他朗聲笑了一回,說道:“今日羊肉倒是極好,乃是前些日子西域進貢之羊,比之中原之羊,少了些腥膻之氣。怕你吃不夠,朕讓人多備了些。”

我有些尷尬,嘟囔道:“陛下這樣講,豈不是教人覺得我是酒肉飯袋嗎?”

不過這羊肉確實香嫩,我大快朵頤。明明作詩消耗的是腦力,我卻急需以實體的糧食來補充精神食糧。

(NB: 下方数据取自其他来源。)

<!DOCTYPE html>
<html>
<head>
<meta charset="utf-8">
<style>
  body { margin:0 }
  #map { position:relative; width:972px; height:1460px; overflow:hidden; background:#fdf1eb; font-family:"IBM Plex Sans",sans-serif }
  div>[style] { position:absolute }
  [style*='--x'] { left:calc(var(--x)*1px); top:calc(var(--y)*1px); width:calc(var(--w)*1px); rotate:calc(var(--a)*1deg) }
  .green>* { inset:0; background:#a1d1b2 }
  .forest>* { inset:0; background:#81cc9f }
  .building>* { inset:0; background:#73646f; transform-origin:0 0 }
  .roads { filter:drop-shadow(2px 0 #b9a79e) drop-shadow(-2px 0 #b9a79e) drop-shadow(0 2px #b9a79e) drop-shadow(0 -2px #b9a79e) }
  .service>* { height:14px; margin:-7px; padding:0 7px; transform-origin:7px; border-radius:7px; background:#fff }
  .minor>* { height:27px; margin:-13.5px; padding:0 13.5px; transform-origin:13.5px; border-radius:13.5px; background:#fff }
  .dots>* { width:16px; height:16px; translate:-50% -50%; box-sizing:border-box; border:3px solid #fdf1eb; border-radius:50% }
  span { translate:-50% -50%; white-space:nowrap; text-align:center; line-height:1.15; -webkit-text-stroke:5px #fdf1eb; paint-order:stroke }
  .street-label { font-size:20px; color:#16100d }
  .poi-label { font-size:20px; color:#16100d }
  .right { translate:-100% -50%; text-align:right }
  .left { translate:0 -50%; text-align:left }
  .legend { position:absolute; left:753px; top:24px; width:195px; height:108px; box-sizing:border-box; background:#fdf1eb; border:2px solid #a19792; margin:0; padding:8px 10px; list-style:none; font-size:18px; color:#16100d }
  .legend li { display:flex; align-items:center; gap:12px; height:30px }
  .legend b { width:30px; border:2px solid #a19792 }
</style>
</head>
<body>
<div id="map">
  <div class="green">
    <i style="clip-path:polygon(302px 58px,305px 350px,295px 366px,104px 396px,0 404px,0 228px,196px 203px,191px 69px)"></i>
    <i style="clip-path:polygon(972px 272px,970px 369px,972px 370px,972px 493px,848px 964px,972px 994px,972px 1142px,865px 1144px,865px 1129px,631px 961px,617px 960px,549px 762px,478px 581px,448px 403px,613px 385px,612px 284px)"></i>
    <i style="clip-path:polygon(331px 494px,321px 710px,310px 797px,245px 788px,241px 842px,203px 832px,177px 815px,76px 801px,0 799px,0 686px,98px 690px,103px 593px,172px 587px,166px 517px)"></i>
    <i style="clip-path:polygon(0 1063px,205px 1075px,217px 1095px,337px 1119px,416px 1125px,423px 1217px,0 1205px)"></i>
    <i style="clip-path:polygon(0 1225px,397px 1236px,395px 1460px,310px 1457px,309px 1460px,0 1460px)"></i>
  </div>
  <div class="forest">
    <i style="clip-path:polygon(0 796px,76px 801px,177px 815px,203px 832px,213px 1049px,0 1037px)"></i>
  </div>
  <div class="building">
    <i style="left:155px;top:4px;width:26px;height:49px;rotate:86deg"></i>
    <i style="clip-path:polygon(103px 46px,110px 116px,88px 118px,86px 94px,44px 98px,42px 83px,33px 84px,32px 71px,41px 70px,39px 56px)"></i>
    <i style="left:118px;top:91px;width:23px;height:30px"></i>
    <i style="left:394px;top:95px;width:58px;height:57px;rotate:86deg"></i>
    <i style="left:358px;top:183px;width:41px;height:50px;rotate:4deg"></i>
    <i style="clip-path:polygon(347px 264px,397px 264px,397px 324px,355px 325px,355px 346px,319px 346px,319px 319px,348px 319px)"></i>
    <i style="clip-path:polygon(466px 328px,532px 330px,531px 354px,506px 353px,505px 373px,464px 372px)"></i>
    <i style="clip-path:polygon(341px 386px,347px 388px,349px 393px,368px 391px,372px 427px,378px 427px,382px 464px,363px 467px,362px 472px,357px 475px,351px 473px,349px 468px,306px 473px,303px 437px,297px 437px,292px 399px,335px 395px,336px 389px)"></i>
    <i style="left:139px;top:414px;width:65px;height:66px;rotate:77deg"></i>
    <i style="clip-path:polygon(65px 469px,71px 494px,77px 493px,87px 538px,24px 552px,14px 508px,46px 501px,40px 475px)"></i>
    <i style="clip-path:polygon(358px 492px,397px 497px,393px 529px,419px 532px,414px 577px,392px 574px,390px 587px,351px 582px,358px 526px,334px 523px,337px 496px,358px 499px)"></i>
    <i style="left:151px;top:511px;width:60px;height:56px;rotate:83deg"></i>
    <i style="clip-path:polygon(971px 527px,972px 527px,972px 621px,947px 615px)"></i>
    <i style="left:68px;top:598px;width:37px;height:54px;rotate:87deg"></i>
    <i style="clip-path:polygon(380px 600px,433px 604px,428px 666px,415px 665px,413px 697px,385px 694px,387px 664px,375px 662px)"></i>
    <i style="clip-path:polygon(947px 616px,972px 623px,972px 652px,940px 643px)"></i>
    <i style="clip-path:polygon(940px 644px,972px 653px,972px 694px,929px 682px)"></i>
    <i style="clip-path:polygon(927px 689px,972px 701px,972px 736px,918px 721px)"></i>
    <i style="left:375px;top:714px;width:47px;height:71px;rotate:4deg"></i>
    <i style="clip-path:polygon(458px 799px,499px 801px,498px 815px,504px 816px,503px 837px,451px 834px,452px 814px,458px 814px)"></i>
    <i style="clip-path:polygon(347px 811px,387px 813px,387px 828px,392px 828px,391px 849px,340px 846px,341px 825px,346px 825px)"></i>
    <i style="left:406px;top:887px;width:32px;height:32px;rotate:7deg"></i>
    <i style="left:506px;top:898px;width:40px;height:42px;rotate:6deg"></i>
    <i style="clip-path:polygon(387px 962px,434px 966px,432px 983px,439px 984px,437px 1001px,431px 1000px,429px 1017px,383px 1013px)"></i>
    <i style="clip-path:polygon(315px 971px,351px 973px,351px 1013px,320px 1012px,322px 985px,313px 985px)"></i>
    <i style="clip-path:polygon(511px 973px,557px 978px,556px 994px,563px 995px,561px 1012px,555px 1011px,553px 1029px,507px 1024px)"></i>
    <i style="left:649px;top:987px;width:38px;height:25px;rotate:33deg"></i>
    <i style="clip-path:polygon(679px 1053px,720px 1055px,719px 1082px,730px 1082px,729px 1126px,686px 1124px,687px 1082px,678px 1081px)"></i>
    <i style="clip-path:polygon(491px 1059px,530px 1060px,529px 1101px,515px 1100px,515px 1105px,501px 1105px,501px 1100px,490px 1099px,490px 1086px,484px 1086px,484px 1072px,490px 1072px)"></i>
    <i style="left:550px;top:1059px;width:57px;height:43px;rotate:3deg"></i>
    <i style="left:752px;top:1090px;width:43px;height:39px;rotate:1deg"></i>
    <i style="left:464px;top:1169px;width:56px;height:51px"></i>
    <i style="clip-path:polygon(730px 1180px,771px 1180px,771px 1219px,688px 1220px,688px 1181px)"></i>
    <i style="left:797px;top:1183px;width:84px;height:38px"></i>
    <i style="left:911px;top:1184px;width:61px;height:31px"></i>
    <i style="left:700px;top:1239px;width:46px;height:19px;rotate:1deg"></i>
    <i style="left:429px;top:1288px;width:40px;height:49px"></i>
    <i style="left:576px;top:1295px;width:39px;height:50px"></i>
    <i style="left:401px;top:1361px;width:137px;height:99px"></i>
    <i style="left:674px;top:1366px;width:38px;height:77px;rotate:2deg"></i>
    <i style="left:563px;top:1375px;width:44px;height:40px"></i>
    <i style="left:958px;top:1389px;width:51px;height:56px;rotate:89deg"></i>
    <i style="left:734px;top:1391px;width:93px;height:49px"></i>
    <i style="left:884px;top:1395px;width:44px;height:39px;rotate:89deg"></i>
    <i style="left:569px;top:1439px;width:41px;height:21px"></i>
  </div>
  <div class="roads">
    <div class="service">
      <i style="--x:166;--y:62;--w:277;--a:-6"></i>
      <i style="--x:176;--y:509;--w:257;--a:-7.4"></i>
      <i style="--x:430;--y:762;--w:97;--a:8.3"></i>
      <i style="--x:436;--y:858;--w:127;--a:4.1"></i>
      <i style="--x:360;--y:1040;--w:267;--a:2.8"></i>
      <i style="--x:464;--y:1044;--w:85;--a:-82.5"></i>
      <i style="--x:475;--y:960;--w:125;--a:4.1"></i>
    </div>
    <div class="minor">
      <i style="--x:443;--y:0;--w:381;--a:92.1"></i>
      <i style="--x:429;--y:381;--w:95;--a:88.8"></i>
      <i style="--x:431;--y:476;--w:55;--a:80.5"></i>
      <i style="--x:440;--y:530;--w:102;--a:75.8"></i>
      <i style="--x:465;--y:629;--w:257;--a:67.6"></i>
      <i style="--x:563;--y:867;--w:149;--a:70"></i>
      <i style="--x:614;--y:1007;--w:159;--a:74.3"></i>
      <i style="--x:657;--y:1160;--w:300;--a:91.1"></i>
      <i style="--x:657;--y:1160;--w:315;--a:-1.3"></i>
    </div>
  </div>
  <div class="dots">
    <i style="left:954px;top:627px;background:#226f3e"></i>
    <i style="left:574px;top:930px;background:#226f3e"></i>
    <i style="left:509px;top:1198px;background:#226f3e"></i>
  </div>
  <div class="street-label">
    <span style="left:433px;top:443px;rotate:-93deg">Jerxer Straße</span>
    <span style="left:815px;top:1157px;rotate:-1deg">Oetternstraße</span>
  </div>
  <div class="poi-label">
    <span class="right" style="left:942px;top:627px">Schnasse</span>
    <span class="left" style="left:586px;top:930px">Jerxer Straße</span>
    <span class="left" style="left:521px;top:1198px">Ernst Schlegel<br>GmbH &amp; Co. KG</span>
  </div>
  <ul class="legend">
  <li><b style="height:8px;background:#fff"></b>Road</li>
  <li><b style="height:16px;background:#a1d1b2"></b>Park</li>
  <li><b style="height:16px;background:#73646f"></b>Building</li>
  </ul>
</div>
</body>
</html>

可班婕妤用得很少,只略略動了動筷,喝了兩杯酒。陛下倒也是興致很高,胃口大好。

班婕妤卻正色勸道:“此羊雖是西域所貢,少有腥膻之氣,然而是為烤炙之物,不免油膩,陛下喝過冷酒,不宜多食,當心傷了脾胃。”

他正夾起了一塊羊肉,聽見這話,便默默地放下了筷子。

我見他臉上略有些掃興之意,便笑嘻嘻地說:“人生得意須盡歡,何妨多吃兩口肉呢。”

班婕妤只是微微含著笑朝我說:“姝妹妹也當惜身養福才是。”

似乎自臨淵閣出來,她便有些意興闌珊,不一會兒,便以喝多了酒為由,先行告退了。陛下派人備了輦車,送她出了殿閣。

烏金西墜之時,我挽著陛下的手,沿著湖畔隨意走著:“今日曲水流觴,唯有三人,要是人更多一些,應當更好。陛下後宮定還藏著許多才女,聽說皇後也是文賦極佳。”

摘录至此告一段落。